Fourth Step: Harvesting your DNA Sequence
Fourth, you need to grow up your resistant bacteria and harvest their plasmids. One method involves using a pipette tip to poke a bacterial colony on your antibiotic plate, which should have your plasmid, and placing the tip in a nutrient broth. This tremendously increases the population of bacteria with your plasmid, turning the transparent broth cloudy. Then, you can lyse the bacteria under alkaline conditions and purify your plasmid through centrifugation and column chromatography. This concentrates your desired fragment apart from the bacteria.
Applications of Molecular Cloning
Genetic Modification of Plants
One of the most impactful applications of molecular cloning concerns the development of genetically modified organisms in agriculture. With advancements in biotechnology, the agricultural industry has greatly invested in genetically altering crops to improve quality and increase yield. These genetically modified crops often have genetic resistance to pests and herbicides meant to kill weeds.

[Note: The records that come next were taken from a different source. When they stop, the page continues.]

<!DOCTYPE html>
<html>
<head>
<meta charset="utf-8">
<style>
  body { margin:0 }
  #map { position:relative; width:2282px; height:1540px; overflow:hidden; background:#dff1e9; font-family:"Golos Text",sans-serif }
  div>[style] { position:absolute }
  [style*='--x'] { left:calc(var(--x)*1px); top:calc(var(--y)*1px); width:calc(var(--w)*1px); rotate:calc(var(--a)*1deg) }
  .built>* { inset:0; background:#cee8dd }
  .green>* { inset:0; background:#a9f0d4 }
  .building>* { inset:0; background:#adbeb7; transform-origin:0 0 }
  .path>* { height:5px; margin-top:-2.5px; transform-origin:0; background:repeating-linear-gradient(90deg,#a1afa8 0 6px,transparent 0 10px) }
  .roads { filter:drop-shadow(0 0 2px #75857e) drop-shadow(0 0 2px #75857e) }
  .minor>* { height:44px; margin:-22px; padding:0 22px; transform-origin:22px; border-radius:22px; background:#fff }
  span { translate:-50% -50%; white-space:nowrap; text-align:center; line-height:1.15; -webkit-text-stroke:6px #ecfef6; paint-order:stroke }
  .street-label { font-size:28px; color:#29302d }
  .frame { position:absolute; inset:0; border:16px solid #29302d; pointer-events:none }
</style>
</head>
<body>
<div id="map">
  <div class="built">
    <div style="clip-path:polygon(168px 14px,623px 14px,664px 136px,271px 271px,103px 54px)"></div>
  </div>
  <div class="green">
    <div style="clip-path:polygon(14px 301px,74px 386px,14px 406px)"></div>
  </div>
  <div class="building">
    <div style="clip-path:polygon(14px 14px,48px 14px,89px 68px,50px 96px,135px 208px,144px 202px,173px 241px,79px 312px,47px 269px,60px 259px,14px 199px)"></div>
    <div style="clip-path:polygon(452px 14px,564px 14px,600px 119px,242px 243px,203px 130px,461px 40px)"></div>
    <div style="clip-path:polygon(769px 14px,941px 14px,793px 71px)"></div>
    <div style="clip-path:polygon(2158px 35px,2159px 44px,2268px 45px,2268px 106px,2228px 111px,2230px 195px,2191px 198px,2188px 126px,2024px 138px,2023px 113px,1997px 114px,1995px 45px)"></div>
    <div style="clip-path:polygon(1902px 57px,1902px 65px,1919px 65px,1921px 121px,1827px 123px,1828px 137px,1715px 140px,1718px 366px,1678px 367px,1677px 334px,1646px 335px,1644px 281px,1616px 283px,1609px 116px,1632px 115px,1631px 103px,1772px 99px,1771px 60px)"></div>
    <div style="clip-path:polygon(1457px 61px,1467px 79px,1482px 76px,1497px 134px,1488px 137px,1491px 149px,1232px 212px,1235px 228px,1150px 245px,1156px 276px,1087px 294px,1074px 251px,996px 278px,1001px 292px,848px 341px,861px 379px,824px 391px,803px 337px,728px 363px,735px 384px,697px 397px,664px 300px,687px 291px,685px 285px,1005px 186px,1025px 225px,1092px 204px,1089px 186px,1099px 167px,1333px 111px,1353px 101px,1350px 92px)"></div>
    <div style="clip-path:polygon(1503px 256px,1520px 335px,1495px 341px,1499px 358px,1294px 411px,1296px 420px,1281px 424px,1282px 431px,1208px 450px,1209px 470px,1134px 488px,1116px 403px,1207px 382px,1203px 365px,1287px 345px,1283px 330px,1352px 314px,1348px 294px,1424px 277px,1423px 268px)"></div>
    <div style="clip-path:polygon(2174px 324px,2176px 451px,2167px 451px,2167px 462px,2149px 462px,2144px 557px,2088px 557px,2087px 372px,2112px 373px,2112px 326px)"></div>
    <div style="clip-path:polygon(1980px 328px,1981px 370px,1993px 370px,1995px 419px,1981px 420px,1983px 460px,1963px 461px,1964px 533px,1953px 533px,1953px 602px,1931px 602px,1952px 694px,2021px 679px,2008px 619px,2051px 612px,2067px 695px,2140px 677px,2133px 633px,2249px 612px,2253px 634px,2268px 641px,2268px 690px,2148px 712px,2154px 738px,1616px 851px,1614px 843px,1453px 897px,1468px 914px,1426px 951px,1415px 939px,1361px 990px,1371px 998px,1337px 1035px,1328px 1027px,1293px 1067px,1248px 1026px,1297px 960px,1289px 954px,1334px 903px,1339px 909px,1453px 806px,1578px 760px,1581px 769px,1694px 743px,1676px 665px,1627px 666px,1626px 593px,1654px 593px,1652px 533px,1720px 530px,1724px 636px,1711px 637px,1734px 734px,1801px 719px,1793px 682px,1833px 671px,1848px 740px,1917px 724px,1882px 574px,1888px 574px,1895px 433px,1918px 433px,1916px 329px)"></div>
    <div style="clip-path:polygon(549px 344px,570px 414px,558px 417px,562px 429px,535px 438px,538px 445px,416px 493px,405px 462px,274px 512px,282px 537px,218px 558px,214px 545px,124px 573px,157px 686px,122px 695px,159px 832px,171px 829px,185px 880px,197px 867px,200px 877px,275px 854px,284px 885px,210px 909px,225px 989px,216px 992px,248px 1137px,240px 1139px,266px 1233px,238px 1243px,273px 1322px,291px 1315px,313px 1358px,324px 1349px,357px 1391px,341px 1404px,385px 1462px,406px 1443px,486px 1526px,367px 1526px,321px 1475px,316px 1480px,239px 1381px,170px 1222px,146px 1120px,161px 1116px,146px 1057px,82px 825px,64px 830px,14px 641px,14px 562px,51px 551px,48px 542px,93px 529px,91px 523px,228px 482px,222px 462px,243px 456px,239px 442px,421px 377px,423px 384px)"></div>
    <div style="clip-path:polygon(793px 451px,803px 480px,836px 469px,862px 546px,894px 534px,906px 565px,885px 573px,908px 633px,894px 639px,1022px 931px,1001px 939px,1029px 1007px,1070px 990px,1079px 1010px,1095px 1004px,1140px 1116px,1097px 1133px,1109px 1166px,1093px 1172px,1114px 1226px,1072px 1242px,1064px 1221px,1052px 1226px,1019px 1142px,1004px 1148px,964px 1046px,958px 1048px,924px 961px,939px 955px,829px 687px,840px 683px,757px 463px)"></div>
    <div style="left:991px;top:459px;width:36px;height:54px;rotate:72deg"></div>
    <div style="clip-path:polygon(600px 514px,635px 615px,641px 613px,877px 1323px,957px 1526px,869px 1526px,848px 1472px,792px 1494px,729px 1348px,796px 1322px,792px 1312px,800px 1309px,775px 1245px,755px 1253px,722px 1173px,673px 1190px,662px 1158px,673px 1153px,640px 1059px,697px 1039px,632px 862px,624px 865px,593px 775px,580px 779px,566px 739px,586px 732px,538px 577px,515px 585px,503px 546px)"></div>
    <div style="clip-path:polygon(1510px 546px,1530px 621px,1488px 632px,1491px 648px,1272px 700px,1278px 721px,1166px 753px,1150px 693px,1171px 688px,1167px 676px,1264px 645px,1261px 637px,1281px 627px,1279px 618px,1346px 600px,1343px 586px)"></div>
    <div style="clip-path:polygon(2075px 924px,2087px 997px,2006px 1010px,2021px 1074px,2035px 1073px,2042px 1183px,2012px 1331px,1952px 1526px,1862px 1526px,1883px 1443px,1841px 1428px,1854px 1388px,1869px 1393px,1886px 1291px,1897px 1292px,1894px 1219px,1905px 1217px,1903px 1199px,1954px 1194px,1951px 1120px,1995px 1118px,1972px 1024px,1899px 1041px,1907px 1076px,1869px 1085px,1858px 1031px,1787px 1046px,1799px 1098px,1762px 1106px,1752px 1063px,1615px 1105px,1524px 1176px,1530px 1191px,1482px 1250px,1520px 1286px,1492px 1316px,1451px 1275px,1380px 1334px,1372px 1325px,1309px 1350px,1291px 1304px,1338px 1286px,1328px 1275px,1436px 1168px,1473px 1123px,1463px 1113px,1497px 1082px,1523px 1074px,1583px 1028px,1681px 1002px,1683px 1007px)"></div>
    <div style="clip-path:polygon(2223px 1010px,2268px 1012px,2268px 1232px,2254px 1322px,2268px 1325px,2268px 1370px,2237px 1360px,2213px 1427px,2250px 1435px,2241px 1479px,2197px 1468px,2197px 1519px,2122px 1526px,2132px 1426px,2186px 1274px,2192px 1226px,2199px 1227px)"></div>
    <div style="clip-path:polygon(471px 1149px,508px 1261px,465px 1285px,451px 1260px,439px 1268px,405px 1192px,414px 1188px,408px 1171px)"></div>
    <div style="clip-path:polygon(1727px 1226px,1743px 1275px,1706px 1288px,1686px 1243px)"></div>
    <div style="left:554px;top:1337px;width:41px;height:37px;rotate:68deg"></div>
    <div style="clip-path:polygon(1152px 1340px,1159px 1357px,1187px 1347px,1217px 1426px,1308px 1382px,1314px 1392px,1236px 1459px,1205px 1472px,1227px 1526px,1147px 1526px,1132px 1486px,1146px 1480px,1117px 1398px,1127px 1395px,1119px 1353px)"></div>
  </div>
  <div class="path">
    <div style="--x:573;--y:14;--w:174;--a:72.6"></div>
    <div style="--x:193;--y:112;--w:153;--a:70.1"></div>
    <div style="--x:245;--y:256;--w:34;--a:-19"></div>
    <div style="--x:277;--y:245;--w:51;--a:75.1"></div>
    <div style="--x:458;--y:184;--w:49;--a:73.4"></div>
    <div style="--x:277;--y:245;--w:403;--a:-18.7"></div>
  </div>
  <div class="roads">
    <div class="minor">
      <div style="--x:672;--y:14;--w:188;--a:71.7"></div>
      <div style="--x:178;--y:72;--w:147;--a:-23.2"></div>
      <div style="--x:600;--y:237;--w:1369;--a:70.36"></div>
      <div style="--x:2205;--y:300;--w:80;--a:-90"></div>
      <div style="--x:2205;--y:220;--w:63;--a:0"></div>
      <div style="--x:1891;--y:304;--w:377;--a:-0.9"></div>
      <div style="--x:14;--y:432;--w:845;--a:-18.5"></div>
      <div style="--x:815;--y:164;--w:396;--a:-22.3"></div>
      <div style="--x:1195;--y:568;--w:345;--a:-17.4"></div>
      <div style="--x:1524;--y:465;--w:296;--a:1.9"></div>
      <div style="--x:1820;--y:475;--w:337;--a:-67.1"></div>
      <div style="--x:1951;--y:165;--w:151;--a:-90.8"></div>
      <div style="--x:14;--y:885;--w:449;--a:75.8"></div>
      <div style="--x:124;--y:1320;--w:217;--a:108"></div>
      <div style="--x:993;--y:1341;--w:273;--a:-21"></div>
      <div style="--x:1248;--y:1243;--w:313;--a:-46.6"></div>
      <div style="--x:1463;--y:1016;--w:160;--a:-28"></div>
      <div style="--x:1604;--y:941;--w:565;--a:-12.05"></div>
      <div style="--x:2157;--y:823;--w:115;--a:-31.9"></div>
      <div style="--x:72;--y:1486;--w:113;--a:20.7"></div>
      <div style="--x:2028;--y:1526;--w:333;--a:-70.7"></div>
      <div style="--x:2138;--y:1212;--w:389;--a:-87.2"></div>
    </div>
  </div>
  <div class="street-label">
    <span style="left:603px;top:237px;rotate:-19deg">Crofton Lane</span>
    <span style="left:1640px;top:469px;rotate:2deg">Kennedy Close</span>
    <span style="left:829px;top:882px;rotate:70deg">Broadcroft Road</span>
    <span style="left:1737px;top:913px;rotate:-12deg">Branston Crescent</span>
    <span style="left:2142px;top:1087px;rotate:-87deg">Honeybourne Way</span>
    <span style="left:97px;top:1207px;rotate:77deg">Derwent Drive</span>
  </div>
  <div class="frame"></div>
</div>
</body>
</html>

To genetically modify plants, agricultural scientists use the bacterial species Agrobacterium tumafaciens, a known plant pathogen. In nature, A. tumafaciens implants its plasmid into plant tissue, which induces the formation of tumors, caused by the T-DNA region of the plasmid. Using molecular cloning, scientists can construct and amplify versions of this plasmid where the T-DNA region is replaced with different genes. This then provides genes advantageous to the agriculture industry a way into plant tissue.
Production of Proteins
Another important application of molecular cloning involves the mass production of proteins used in pharmaceutical drugs. In such cases, the sequence implanted into the cloning vector includes a gene for a protein with some therapeutic value. When transduced into bacteria, the bacteria’s molecular machinery transcribes and translates the gene, synthesizing the protein of interest. When cloned over multiple generations, large quantities of the protein can be produced.
Insulin, a crucial drug for those with diabetes, is one such protein that scientists can create using molecular cloning.